24 Mart 2016 Perşembe

Adı tatlı ama kadınlara acı veriyor

Acıbadem Üniversitesi öğretim görevlilerinden kadın hastalıkları ve doğum uzmanı Prof. Dr. Fatih Şendağ, “Endometriozis (Çikolata kisti) hastalığının önemsenmesi gerektiğini belirterek “Ağrıları ile kadınları yaşamdan, sosyal hayattan koparabiliyor. Hastalığın adı tatlı ama kendisi maalesef acı veriyor. Deyim yerindeyse gerçekten kadınları süründürüyor" dedi.


Kadın hastalığı olan endometriozis (Çikolata kisti) hakkında Adana Sheraton Otelinde konferans veren Acıbadem Üniversitesi Prof. Dr. Fatih Şendağ, çikolata kistinin, rahmin iç tabakasında bulunan ve her ay adet kanaması şeklinde dışarıya dökülen endometriumun vücutta rahim dışında bir yere yerleşmesi sonucu ortaya çıktığını söyledi. 

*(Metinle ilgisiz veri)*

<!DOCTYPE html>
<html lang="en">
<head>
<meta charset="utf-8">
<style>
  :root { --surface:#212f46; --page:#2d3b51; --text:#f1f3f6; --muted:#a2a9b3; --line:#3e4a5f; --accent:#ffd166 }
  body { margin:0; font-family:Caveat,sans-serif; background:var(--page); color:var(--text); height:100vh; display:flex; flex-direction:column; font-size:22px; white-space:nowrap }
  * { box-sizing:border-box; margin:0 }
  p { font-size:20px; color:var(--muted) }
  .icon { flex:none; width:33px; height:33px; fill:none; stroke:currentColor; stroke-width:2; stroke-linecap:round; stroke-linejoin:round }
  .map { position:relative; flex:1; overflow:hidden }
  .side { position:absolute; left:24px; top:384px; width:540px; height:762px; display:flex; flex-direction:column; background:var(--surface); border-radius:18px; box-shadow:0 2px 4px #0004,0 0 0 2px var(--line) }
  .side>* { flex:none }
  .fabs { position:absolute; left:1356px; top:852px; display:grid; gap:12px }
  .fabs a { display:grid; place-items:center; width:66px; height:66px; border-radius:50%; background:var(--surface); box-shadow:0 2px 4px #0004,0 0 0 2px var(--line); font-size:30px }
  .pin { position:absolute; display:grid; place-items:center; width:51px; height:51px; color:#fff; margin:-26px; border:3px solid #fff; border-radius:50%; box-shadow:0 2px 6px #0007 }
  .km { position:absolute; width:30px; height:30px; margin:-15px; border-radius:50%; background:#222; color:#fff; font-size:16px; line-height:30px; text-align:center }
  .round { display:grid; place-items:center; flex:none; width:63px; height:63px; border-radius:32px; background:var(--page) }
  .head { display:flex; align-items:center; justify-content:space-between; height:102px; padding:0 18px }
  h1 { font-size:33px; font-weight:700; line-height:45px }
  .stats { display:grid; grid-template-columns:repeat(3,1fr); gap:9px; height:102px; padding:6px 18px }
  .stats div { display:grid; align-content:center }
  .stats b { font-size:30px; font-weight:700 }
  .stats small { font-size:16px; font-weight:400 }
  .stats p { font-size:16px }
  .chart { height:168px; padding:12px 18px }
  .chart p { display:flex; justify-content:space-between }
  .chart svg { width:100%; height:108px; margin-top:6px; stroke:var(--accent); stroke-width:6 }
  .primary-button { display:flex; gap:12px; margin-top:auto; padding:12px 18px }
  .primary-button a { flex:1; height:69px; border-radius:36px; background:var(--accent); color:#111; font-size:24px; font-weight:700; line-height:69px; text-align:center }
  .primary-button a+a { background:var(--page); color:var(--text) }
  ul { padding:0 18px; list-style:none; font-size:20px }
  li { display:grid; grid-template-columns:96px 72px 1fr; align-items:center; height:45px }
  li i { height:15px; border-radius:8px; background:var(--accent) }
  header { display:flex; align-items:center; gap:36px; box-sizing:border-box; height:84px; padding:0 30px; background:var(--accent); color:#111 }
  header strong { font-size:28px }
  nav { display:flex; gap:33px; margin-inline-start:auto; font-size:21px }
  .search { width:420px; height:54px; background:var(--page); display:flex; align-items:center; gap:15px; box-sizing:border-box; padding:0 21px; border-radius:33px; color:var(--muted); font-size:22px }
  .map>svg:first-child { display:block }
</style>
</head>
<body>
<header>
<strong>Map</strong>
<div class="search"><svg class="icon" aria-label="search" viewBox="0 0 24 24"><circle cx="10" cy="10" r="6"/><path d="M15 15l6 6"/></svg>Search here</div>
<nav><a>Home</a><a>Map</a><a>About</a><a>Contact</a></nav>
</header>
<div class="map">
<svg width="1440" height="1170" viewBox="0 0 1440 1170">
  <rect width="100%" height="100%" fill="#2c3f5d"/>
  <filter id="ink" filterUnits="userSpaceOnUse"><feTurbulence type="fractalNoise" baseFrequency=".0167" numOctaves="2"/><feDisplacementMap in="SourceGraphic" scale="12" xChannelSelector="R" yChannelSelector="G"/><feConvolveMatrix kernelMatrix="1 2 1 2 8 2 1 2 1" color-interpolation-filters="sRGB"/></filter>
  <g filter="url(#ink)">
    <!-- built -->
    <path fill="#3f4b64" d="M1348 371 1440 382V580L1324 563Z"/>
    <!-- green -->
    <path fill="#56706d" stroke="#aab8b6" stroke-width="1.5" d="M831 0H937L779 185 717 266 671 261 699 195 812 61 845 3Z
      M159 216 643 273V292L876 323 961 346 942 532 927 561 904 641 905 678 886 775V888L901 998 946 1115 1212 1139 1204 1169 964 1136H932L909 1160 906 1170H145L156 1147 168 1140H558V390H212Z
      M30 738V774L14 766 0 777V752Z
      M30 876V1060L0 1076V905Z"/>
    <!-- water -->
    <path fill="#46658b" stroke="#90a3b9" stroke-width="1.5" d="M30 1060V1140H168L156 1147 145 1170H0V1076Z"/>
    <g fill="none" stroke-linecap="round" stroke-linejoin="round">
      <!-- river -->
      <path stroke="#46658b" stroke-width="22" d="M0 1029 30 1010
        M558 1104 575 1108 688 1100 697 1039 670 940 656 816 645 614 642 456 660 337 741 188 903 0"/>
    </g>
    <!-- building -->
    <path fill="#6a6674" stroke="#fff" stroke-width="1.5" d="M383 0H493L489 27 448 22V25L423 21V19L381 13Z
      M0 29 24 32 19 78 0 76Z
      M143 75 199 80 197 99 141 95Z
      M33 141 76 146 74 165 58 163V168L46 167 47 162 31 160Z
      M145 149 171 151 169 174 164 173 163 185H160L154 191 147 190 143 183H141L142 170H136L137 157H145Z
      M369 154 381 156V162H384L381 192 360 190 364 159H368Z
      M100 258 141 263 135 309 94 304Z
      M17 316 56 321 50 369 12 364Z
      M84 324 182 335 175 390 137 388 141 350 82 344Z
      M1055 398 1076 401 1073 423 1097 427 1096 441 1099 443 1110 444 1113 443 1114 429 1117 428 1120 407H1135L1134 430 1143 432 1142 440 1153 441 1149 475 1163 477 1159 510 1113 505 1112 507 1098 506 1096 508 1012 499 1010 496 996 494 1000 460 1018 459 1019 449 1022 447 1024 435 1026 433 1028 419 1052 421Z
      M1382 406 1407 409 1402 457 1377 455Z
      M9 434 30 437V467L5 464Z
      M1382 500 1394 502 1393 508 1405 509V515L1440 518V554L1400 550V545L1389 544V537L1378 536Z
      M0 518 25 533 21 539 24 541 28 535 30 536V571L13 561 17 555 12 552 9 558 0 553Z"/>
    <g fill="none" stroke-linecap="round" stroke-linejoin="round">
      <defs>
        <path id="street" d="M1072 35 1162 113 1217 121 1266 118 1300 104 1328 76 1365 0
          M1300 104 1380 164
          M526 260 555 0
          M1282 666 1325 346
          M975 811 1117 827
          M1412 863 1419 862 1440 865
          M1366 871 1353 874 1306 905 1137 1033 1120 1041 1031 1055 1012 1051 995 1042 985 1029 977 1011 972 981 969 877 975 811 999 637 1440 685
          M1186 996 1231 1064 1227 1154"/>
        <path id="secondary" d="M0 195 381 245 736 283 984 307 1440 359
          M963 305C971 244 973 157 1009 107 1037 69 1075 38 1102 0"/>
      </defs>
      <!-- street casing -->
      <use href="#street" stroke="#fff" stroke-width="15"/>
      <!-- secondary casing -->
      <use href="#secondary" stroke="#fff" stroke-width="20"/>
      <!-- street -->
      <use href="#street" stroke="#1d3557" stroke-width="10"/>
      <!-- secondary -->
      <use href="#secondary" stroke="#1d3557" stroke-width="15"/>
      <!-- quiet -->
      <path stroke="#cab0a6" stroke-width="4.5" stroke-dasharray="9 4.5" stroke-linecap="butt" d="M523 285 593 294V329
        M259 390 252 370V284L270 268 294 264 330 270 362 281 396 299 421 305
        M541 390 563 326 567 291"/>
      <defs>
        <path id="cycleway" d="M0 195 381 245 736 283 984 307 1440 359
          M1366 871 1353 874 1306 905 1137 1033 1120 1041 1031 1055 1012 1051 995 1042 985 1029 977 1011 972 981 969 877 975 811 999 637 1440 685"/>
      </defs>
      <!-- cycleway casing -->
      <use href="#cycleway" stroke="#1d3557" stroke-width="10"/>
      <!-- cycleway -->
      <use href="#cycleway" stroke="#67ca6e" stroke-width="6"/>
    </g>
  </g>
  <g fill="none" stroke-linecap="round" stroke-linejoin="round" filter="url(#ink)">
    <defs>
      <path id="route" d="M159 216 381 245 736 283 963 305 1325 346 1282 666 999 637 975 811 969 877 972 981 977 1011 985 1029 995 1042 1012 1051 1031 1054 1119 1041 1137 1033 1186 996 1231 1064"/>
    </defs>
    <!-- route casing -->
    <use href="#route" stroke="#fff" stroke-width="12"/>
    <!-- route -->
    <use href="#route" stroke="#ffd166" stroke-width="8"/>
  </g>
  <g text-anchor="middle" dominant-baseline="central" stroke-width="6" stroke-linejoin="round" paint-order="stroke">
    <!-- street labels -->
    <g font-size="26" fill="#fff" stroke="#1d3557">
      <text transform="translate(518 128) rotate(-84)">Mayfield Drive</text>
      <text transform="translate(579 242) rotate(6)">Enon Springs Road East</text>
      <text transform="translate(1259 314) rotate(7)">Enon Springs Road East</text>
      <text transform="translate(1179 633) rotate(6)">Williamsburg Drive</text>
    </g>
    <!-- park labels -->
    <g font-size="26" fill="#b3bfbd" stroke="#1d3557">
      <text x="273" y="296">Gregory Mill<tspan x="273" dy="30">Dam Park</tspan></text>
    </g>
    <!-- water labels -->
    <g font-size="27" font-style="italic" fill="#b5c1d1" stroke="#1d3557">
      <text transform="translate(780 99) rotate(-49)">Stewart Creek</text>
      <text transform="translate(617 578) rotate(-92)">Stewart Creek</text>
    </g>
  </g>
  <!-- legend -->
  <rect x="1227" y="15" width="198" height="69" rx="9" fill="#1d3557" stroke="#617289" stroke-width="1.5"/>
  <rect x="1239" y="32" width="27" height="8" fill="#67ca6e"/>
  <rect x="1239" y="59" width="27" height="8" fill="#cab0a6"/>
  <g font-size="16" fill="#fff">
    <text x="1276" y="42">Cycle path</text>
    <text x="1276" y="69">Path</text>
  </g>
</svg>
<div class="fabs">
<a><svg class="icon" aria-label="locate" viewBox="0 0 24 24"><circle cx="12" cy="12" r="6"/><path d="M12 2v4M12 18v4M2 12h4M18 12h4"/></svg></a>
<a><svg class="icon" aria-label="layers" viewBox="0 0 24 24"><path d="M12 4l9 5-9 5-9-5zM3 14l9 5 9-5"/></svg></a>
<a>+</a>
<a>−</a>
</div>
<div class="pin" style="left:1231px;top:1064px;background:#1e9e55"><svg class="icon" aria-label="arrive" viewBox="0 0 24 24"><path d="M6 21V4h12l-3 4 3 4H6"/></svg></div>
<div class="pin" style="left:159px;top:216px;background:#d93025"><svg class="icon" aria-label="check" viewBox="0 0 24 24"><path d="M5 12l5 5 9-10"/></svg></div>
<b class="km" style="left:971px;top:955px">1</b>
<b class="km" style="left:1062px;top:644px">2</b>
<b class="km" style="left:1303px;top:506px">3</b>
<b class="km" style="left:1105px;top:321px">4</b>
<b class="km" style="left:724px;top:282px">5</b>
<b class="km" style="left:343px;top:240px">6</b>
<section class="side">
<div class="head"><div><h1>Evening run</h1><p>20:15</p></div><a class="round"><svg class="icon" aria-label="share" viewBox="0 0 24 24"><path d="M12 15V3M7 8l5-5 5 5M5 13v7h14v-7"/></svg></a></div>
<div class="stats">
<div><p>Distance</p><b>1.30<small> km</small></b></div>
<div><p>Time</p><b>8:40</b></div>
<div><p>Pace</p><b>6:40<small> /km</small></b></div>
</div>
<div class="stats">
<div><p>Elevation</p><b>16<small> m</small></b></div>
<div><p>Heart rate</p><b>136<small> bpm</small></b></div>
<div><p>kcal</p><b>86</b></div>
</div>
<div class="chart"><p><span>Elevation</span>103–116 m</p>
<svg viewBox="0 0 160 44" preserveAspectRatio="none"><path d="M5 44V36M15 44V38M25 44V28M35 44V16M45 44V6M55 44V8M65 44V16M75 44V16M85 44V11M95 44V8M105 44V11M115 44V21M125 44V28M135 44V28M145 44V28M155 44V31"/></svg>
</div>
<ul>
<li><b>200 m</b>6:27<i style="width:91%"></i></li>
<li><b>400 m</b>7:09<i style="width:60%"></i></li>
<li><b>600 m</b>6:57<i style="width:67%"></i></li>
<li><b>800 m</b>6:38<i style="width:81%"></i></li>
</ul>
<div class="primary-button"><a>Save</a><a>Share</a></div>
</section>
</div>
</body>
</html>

Genellikle pelvisin içine, yumurtalıklara, rahmin dışına, rahmin arkasındaki alana, bağırsaklara, idrar kesesi ve rektum bölgesine yerleşen kistin şiddetli ağrılara neden olduğunu vurgulayan Prof. Dr. Şendağ, "Kadınlar az ya da çok bir adet sancısı çeker. Ama bazen önemsenmeyen bir adet altında, çikolata kisti yatıyor olabilir. Bu noktada ağrılara karşı biraz uyanık, dikkatli olmak gerekiyor" dedi.
Tanının konulabilmesi için ultrasonun gerekli olduğunu, bazen hiç belirti vermeden oluşan çikolata kisti için rutin kontrollerin de önemli olduğunu vurgulayan Prof. Dr. Şendağ hastaların genellikle kronik ağrı ve çocuk sahibi olamama şikâyetleriyle hastanelere başvurduğunu, ilaç tedavisiyle birlikte ileri evrelerde cerrahi operasyonun kaçınılmaz olduğunu kaydetti. 

Özellikle henüz çocuk sahibi olmamış genç kadınlarda laparoskopik ameliyatın tercih edilmesi gerektiğinin altını çizen Prof.Dr. Şendağ, “Kadınların yaklaşık yüzde 10’unda görünen ve Endometriozis (Çikolata kisti) adı verilen hastalık adı gibi masum değil. Çünkü hastalık doğru tanı konmaması veya ciddiye alınmaması nedeniyle kısırlaştırıcı etki yapabiliyor. Bazı endometrioz odakları sinir dokusundan çok zengindir, bu nedenle kronik ve özellikle adet sırasında çok şiddetli ağrıya sebep olabiliyor. Çikolata kistleri hiçbir şikâyet olmaksızın rutin jinekolojik kontrollerde fark edilebiliyor. 

Ama hastaların büyük bölümü karın alt kısmında görülen sık hissedilen ağrılar nedeniyle doktora başvuruyor. Adetten bağımsız ağrı ve cinsel ilişki sırasında ağrılar da hastalığın habercisi olabiliyor. Kistlerin tedavisinde ben kapalı ameliyatın (laparoskopi) ile yapılması gerektiğine inanıyorum. Çünkü açık ameliyat gibi kesi olmadığından karın estetiğinin korunuyor. Açık ameliyat sonrasında oluşabilecek komplikasyon riski daha düşük. Ameliyat sonrası minimal ağrı hastalar ertesi gün taburcu olup sosyal yaşamlarına dönebiliyorlar" dedi.